# Update on Lycosa tarantula slings



## ErikWestblom (Jun 14, 2009)

Hey guys, just wanted to give you an update on my Lycosa tarantula 

Unfortunately, most slings died when I was away for a few days, and I have to admit I didn't really feed them enough. Well well, two survived, and one was sold. This is the last one I got, and it's getting bigger 

Picture from almost 3 months ago: 







And now it looks like this:













And two videos:

[YOUTUBE]l9Vww1nzxVI[/YOUTUBE]

[YOUTUBE]dIIT3cXm3gE[/YOUTUBE]

Got a few more videos on my Youtube site, go check them out  (link is in my signature)


----------



## Tarantula_Hawk (Jun 14, 2009)

Nice, these are awesome spiders:clap:


----------



## codykrr (Jun 14, 2009)

not to be rude at alll...but these are not tarantulas.....there tue spiders


----------



## Tarantula_Hawk (Jun 14, 2009)

Err, _Lycosa tarentula_ is its scientific name, no one said it was a mygalomorph. 
Anyways, Erik can i ask you where did u get that _Hippasa _sp.?


----------



## ErikWestblom (Jun 14, 2009)

Ofc u can Hawk  See info in PM.

Cody, Lycosa tarantula is one of the biggest wolf spiders in Europe


----------



## ZergFront (Jun 14, 2009)

*Cool*

Wow, I thought it was a gigantic wolf spider when I saw the picture.
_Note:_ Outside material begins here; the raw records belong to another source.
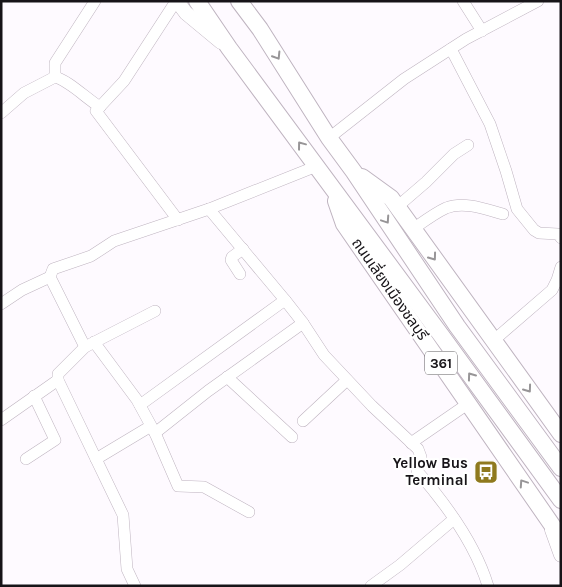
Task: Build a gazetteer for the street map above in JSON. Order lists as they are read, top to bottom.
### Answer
{
  "streets": {
    "highway": ["ถนนเลี่ยงเมืองชลบุรี", "361"]
  },
  "crossings": [
    ["ถนนเลี่ยงเมืองชลบุรี", "361"]
  ],
  "places": {
    "bus stop": ["Yellow Bus Terminal"]
  }
}
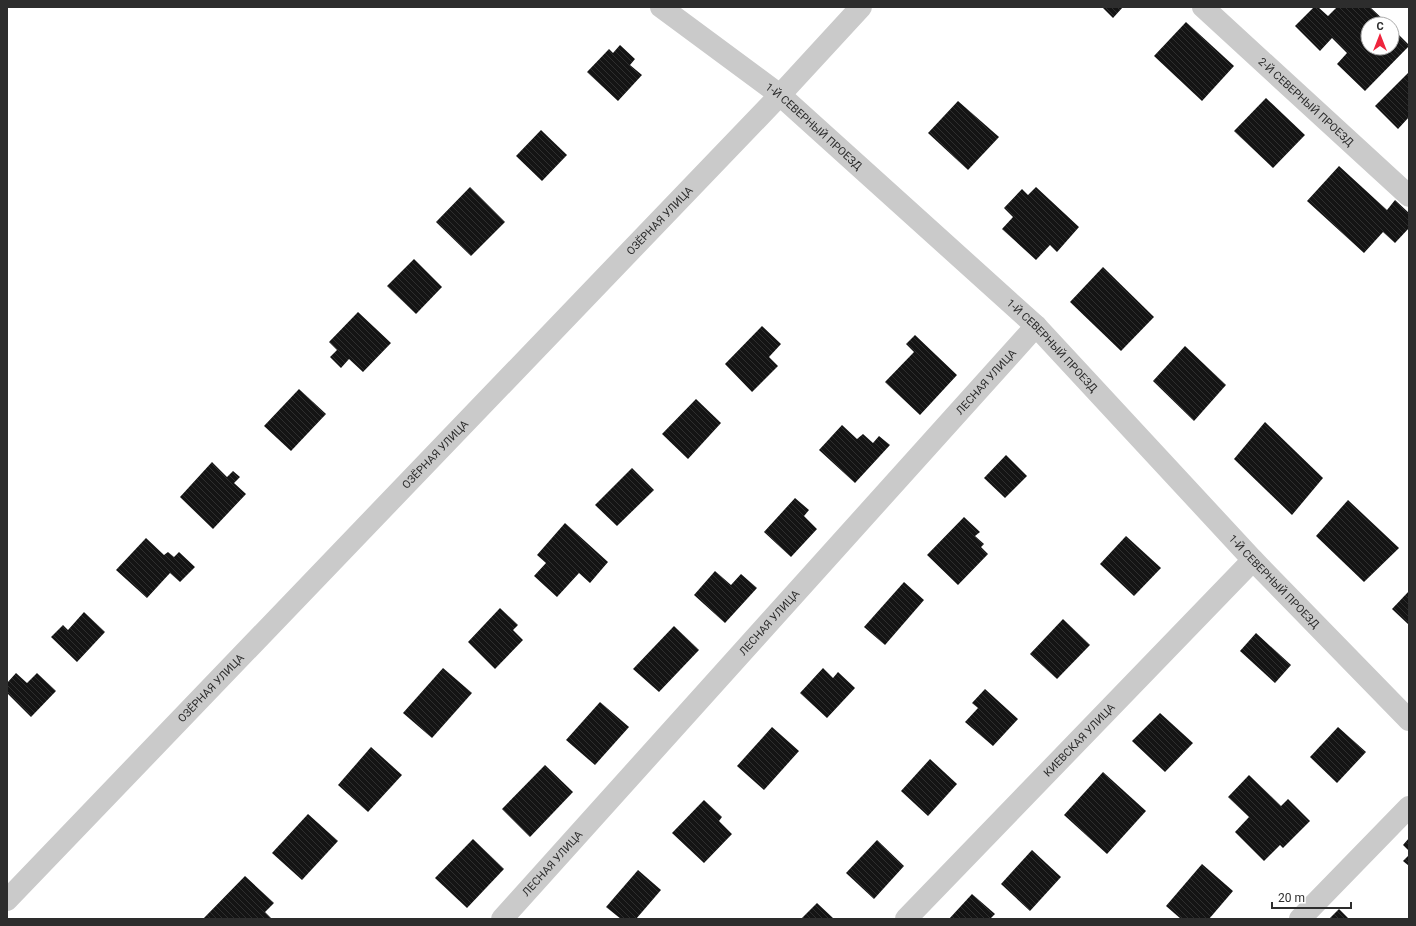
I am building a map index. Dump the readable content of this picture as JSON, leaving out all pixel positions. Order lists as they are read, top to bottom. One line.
{"streets":{"street":["2-Й СЕВЕРНЫЙ ПРОЕЗД","1-Й СЕВЕРНЫЙ ПРОЕЗД","ОЗЁРНАЯ УЛИЦА","ЛЕСНАЯ УЛИЦА","КИЕВСКАЯ УЛИЦА"]},"crossings":[["1-Й СЕВЕРНЫЙ ПРОЕЗД","ОЗЁРНАЯ УЛИЦА"],["1-Й СЕВЕРНЫЙ ПРОЕЗД","ЛЕСНАЯ УЛИЦА"],["1-Й СЕВЕРНЫЙ ПРОЕЗД","КИЕВСКАЯ УЛИЦА"]],"scale_bar":"20 m","north":"top"}
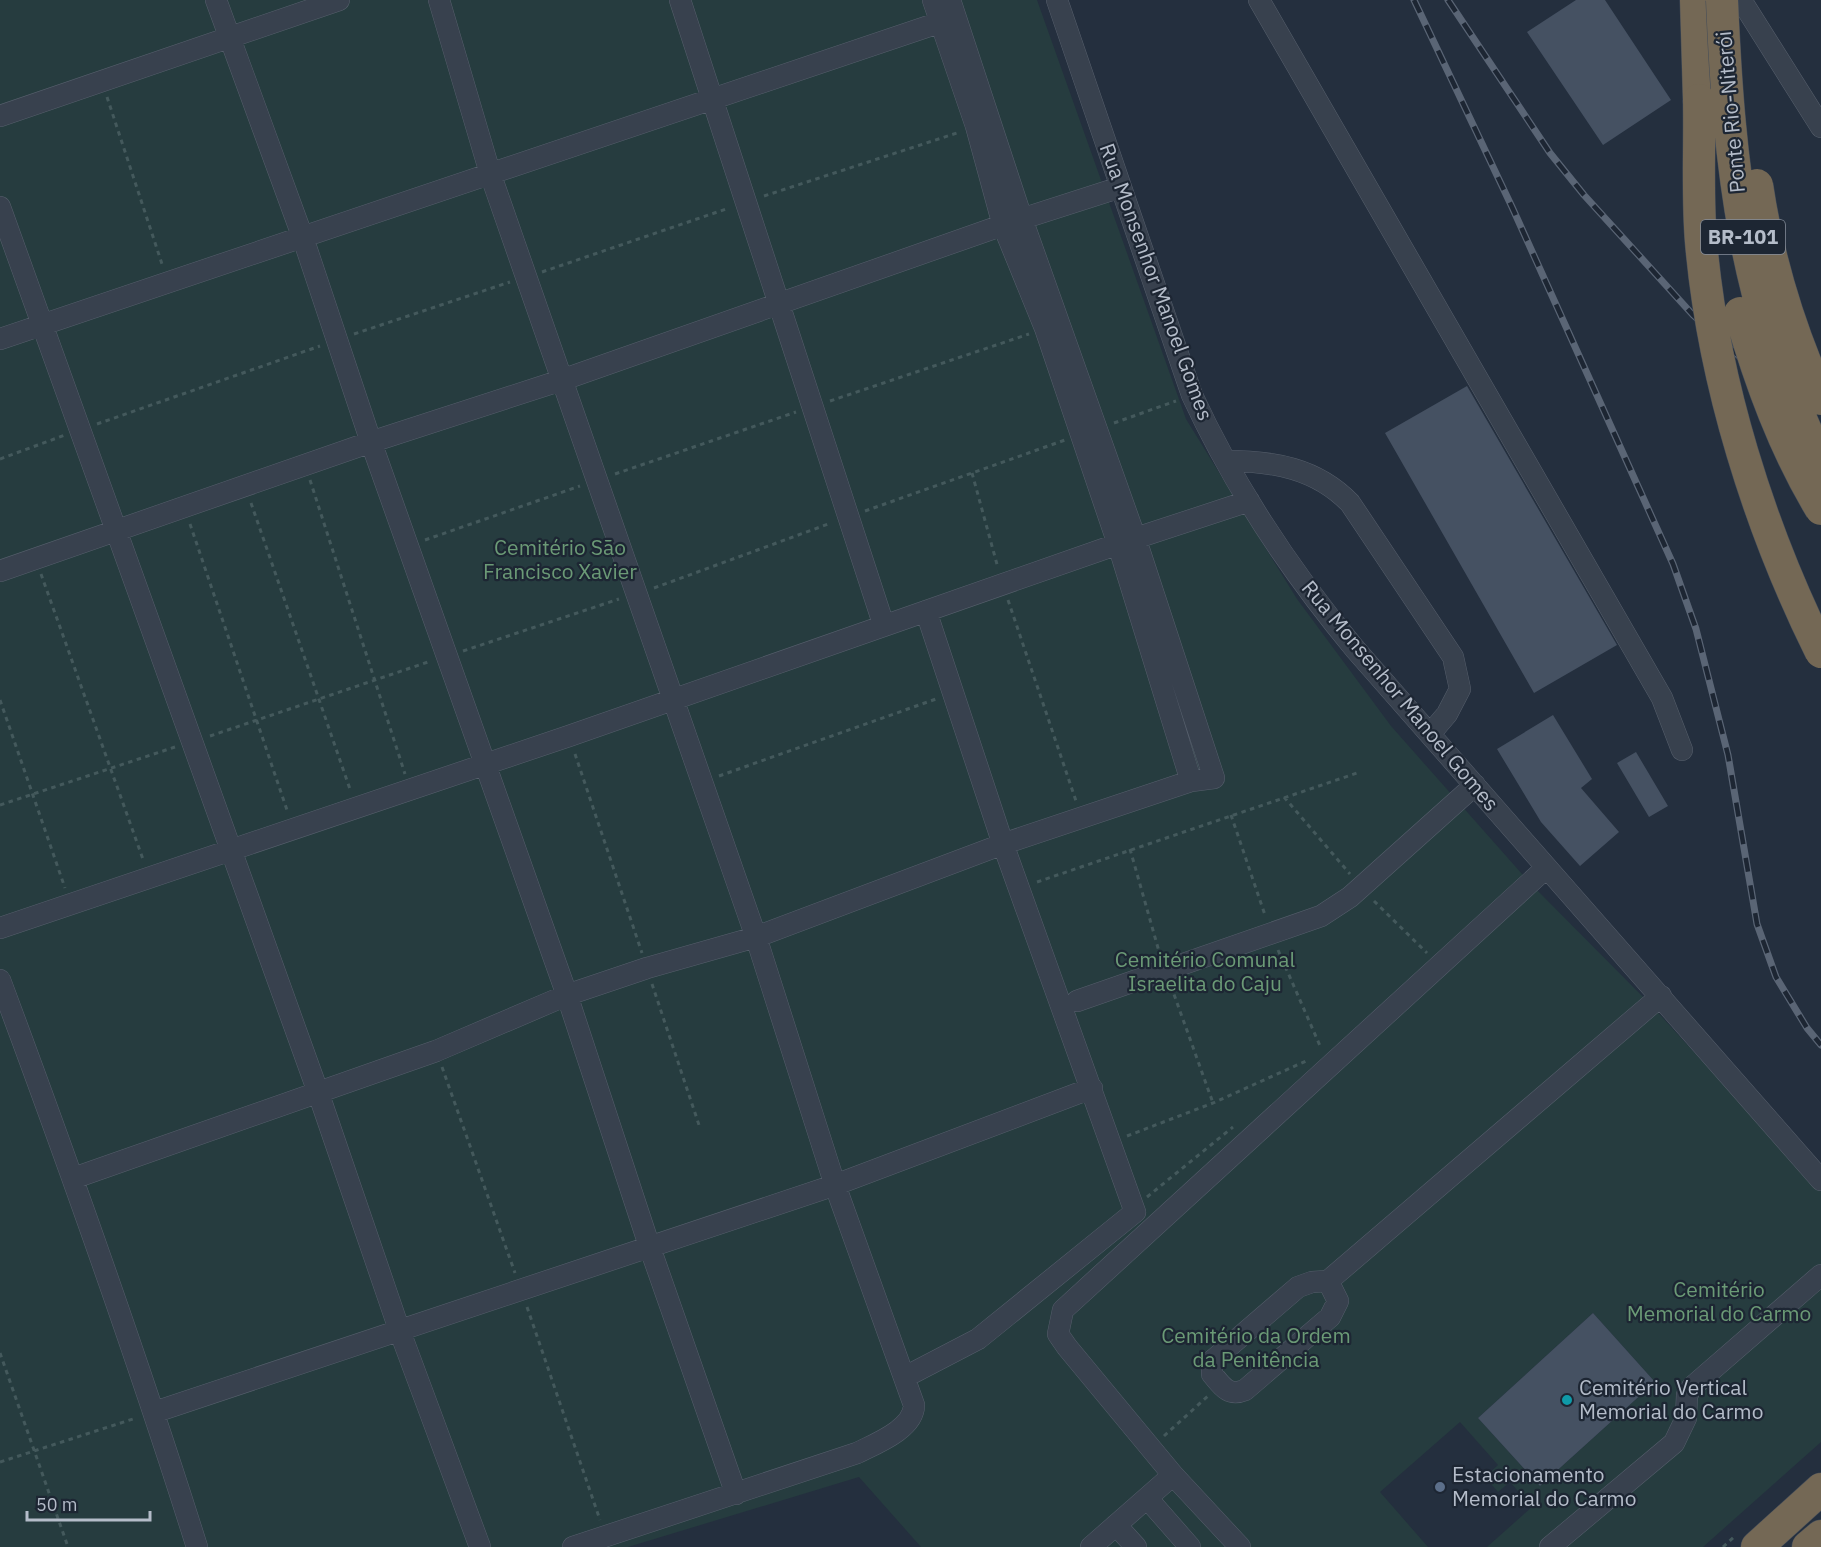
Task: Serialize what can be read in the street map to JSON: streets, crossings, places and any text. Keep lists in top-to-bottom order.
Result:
{
  "streets": {
    "highway": ["Ponte Rio-Niterói", "BR-101"],
    "street": ["Rua Monsenhor Manoel Gomes"]
  },
  "parks": [
    "Cemitério São Francisco Xavier",
    "Cemitério Comunal Israelita do Caju",
    "Cemitério Memorial do Carmo",
    "Cemitério da Ordem da Penitência"
  ],
  "places": ["Cemitério Vertical Memorial do Carmo", "Estacionamento Memorial do Carmo"],
  "scale_bar": "50 m"
}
I had to take a double take at the title. 

 Cute little thing - isn't nature grand? Oh BTW, you have a new YT subscriber.


----------



## Widowman10 (Jun 15, 2009)

wow, VERY nice. :}


----------



## ErikWestblom (Jun 15, 2009)

ZergFront said:


> Wow, I thought it was a gigantic wolf spider when I saw the picture. I had to take a double take at the title.
> 
> Cute little thing - isn't nature grand? Oh BTW, you have a new YT subscriber.


Haha no, not so gigantic  Here's a pic of it on my pinkie finger, to show its size:







And oh, nice, will have to upload some more videos then, to keep my one and only subscriber happy


----------



## Moltar (Jun 15, 2009)

Cool! So this is the true L. tarantella (spelling?) namesake of our favorite theraphosids? I've wondered what they looked like. Do they get rather large for a wolfie or what?


----------



## ErikWestblom (Jun 15, 2009)

etown_411 said:


> Cool! So this is the true L. tarantella (spelling?) namesake of our favorite theraphosids? I've wondered what they looked like. Do they get rather large for a wolfie or what?


Yeah this is the one, and yes, they get rather large. About an inch body length. Won't handle them, mine are really defensive and skittish. If I tried they'd either bite me or fall off my hand and hurt themselves...


----------



## ErikWestblom (Jun 18, 2009)

Just thought I'd post some pics from feeding time.



















And one more feeding video, and one close up to show its table manners.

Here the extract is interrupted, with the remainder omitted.